Just across the border in southern Vermont is the regions newest museum, The Museum of Black WWII History. Located in an old schoolhouse in Pownal, Vermont, this museum is a true labor of love. It was opened to the public one year ago by Bruce Bird in the former Oak Hill Schoolhouse. Mr. Bird was able to purchase the building for one dollar with the assistance of Vermont Representative Bill Botzow, with the provision that it be used as a museum. After fixing the roof and other improvements, he estimates that he’s spent around $40,000 to date on the building.

Prior to retiring, Mr Bird spent two years as curator of the Vermont Militia Museum in Colchester, exhibits curator at the Vermont Veterans Home in Bennington. His museum career began with an internship at the Navy Museum in Washington, DC.

An avid collector of military equipment for over fifty years, Bird said that until ten years ago he had no idea of the extent of the military contributions made by this countries minorities. When he realized that our country lacked a museum devoted to their contribution, he decided to start one himself.

This modest two-room museum has display cases, which include historical photographs and extensive notes, about the most illustrious all-black units, such as the Tuskegee Airmen and the 761st Tank Battalion, also known as the Black Panthers, which served with distinction during the Battle of the Bulge. Plan on spending about an hour touring the museum.

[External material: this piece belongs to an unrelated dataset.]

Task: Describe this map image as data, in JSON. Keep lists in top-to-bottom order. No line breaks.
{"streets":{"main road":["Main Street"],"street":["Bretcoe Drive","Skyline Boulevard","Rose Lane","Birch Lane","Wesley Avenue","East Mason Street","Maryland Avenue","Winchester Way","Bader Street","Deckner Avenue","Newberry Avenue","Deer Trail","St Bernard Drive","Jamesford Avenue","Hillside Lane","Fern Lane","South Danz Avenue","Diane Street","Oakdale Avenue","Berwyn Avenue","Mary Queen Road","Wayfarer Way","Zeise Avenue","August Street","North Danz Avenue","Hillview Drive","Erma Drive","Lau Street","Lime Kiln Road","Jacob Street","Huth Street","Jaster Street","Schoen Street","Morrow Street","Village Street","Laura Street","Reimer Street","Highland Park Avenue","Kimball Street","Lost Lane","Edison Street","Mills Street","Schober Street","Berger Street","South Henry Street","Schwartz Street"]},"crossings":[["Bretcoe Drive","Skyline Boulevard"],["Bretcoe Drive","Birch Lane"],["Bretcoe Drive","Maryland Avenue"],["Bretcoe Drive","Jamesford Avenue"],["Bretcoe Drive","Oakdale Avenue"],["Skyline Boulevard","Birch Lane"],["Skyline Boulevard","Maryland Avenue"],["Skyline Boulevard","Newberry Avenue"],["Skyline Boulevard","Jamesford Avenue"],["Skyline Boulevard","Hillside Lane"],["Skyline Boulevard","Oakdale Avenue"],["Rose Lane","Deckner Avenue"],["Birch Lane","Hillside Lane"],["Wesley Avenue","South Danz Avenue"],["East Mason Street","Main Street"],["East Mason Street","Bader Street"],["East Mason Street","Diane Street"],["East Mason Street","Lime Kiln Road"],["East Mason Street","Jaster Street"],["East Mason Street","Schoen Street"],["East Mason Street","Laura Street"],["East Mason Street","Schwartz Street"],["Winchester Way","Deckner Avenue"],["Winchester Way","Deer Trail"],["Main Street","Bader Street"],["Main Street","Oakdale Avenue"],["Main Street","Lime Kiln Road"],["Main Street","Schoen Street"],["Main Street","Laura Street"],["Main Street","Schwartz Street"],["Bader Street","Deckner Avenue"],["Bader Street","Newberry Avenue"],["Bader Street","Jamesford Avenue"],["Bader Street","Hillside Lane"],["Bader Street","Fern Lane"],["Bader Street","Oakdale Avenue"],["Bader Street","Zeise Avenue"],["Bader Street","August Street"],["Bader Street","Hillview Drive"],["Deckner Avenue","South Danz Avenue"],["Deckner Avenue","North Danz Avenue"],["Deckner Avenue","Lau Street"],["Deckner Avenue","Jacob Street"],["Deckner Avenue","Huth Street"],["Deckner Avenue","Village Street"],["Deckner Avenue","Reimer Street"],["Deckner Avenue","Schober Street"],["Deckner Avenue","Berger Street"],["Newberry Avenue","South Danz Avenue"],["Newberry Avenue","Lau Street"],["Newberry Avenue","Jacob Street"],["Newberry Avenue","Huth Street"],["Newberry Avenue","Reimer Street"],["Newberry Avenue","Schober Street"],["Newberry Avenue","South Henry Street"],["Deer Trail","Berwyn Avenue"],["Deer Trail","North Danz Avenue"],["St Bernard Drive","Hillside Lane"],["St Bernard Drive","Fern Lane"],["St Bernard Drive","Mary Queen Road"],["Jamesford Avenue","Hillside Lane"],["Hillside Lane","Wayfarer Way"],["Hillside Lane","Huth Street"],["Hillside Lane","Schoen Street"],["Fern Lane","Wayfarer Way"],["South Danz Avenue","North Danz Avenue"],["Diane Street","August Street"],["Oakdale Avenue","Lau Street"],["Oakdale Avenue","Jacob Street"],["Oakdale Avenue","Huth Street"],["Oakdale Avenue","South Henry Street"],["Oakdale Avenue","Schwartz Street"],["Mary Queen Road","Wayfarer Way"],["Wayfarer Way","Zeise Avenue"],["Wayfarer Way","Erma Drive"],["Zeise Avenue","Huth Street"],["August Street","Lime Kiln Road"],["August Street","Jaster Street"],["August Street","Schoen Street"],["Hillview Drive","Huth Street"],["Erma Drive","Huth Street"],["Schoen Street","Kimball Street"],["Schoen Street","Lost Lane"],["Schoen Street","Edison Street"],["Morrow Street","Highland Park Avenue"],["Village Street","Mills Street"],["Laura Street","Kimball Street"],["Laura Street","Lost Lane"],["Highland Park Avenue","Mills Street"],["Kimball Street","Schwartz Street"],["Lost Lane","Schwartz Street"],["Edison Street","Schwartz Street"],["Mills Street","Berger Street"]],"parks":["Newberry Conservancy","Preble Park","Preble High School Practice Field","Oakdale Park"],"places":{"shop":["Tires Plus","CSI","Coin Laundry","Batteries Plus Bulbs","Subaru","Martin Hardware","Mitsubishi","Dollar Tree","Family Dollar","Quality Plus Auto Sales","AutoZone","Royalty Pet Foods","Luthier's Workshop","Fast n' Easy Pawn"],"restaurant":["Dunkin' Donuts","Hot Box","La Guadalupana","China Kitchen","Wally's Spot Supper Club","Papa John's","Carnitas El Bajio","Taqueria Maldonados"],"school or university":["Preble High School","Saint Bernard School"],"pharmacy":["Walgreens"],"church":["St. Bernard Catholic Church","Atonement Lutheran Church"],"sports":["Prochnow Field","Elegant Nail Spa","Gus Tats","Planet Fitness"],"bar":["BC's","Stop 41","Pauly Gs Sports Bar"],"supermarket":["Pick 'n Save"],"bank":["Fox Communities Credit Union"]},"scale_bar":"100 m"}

On August 4th, the Museum will host Ray Elliott, a WWII veteran and now retired chemist whose laboratory monitored worldwide radiation fallout. Mr. Elliot will be speaking about growing up as a young black man in the 1940’s and 1950’s as well as what life was like in the segregated Army. Mr. Elliot will be speaking at 2:00 pm.

The Museum of Black WWII History is located at 179 Oak Hill Road in Pownal, Vermont. It is nine miles south of Bennington, just off of Route 7. Museum hours are Thursday to Monday, 10:00 am to 5:00 pm. Adult admission is $5.00.